Species: O. rosmarus
Range: Pacific walrus: Bering Sea as far south as Bristol Bay, and the Chukchi, Beaufort, East Siberian and Laptev Seas. Atlantic walrus: Canadian Arctic, across Greenland, Svalbard, and the western part of Arctic Russia.
Population: Unknown but estimated at 225,000
IUCN Red List Status: Vulnerable
How to Spot Them: Two long ivory tusks; hundreds of short, stiff whiskers; thick brown to pink wrinkly hide; flat oar-like flippers; males have large coarse bumps along the back and shoulder; can reach up to 12 feet long and 2 tons.
You might hear their boisterous grunts, snorts, and bellows before you actually spot them, but when you do it’s a moment of exhilarating spectacle. Along with the polar bear, the walrus is one of the Arctic’s most emblematic species—and witnessing it in its natural habitat does not disappoint.
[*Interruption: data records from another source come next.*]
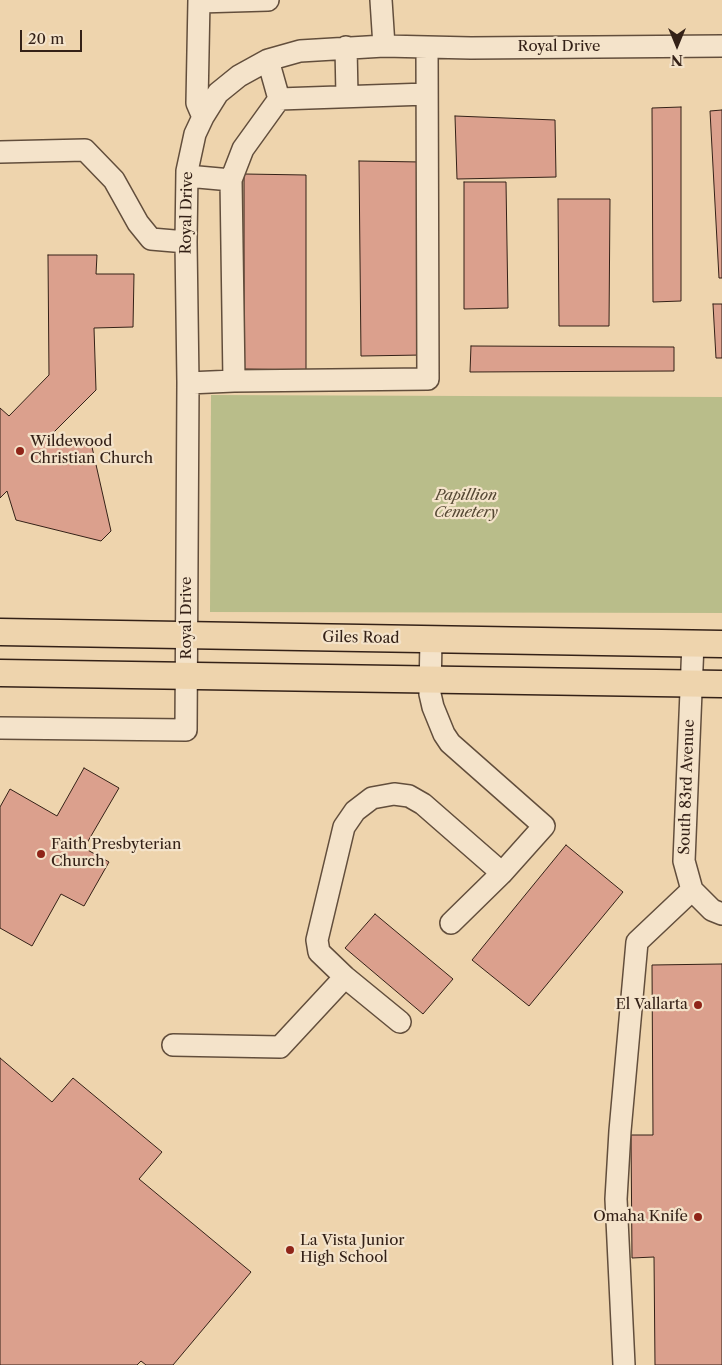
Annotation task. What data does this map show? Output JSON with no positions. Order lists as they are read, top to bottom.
{
  "streets": {
    "main road": ["Giles Road"],
    "street": ["Royal Drive", "South 83rd Avenue"]
  },
  "crossings": [
    ["Royal Drive", "Giles Road"],
    ["Giles Road", "South 83rd Avenue"]
  ],
  "parks": ["Papillion Cemetery"],
  "places": [
    "Wildewood Christian Church",
    "Faith Presbyterian Church",
    "El Vallarta",
    "Omaha Knife",
    "La Vista Junior High School"
  ],
  "scale_bar": "20 m",
  "north": "bottom"
}
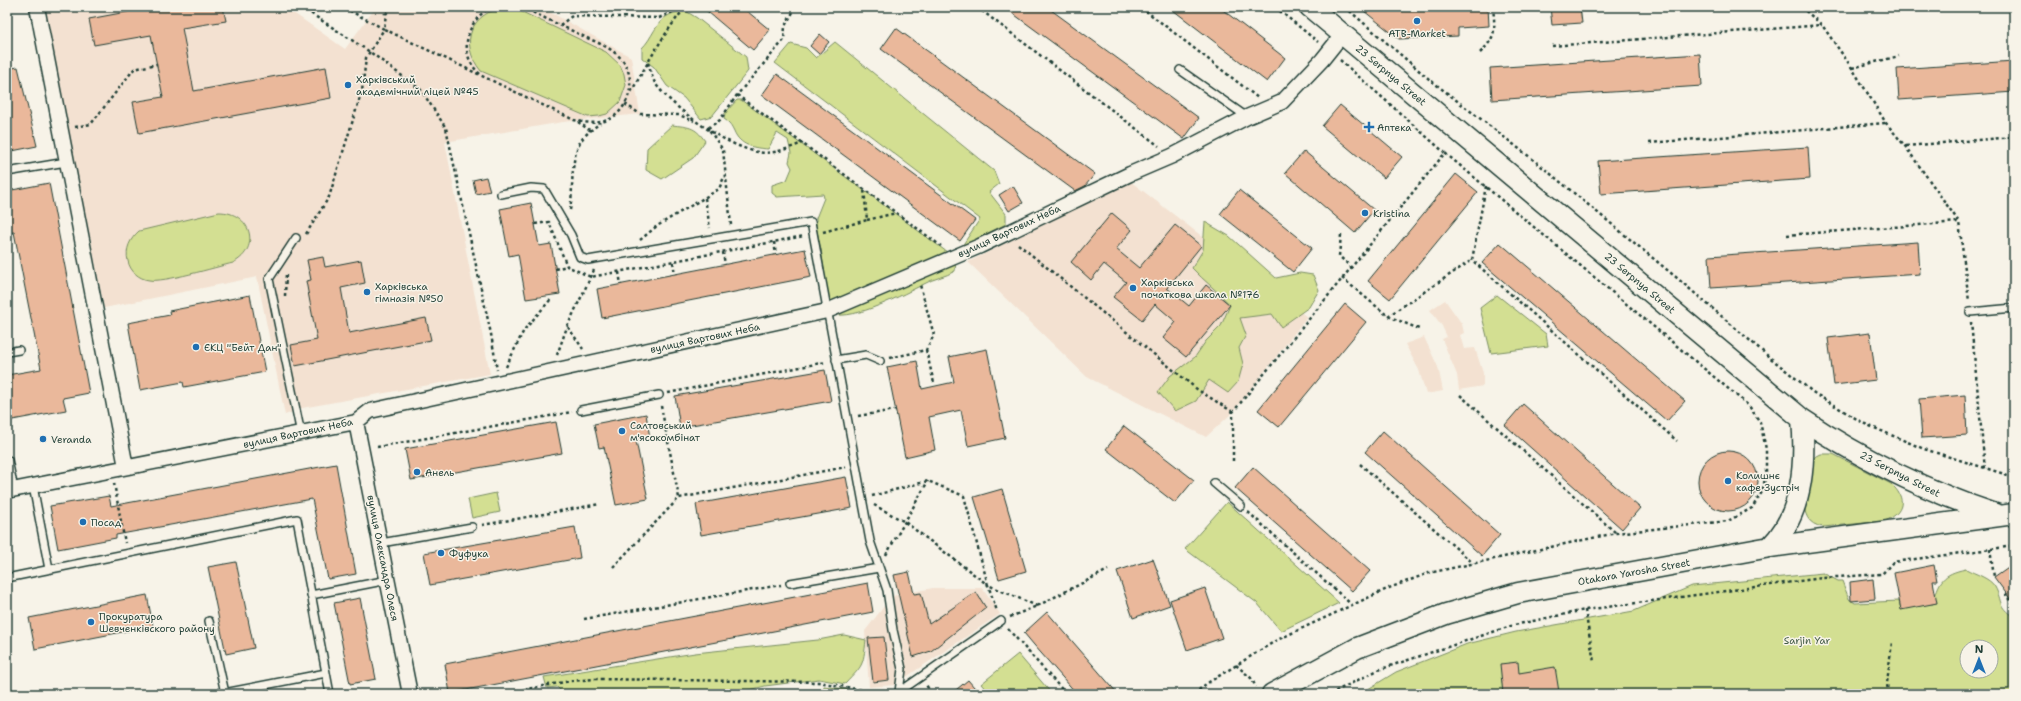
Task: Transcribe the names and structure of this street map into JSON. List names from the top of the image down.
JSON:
{
  "streets": {
    "street": [
      "23 Serpnya Street",
      "вулиця Вартових Неба",
      "вулиця Олександра Олеся",
      "Otakara Yarosha Street"
    ]
  },
  "crossings": [
    ["23 Serpnya Street", "вулиця Вартових Неба"],
    ["23 Serpnya Street", "Otakara Yarosha Street"],
    ["вулиця Вартових Неба", "вулиця Олександра Олеся"]
  ],
  "parks": ["Sarjin Yar"],
  "places": {
    "other": [
      "ATB-Market",
      "Харківський академічний ліцей №45",
      "Kristina",
      "Харківська початкова школа №176",
      "Харківська гімназія №50",
      "ЄКЦ \"Бейт Дан\"",
      "Салтовський м'ясокомбінат",
      "Veranda",
      "Анель",
      "Колишнє кафе Зустріч",
      "Посад",
      "Фуфука",
      "Прокуратура Шевченківского району"
    ],
    "health": ["Аптека"]
  },
  "north": "top"
}
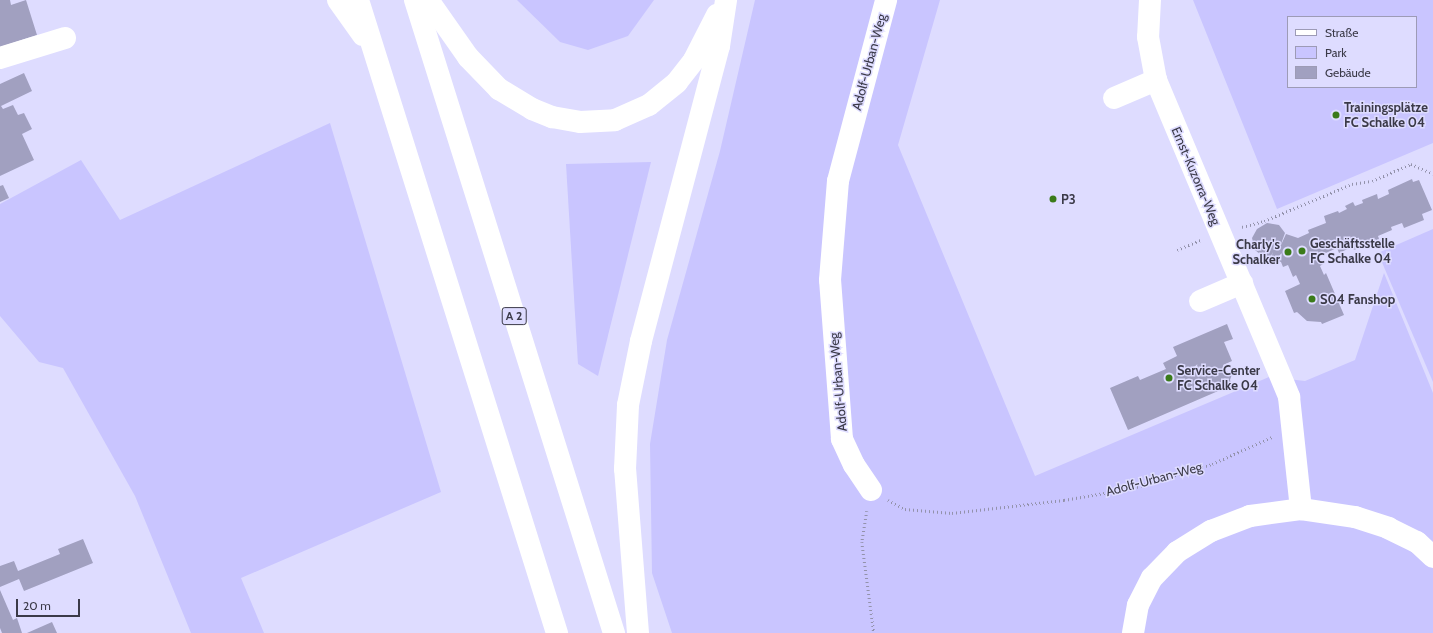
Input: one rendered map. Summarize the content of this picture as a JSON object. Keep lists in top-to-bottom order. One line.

Blubbery and broad, these mustachioed giants are almost as wide as they are tall, clocking in as the second largest pinnipeds after elephant seals. Add in those prominent curved tusks—which continue to grow throughout their lives—and the comical way they use their flippers to scratch an itch and these guys are truly a sight to behold.
Walruses are divided into two subspecies—Pacific and Atlantic—based on the waters where they congregate. As social animals, walruses find comfort in large numbers so they are often found in herds, stretched out on ice floes or gathered in impressive haul-outs on shore.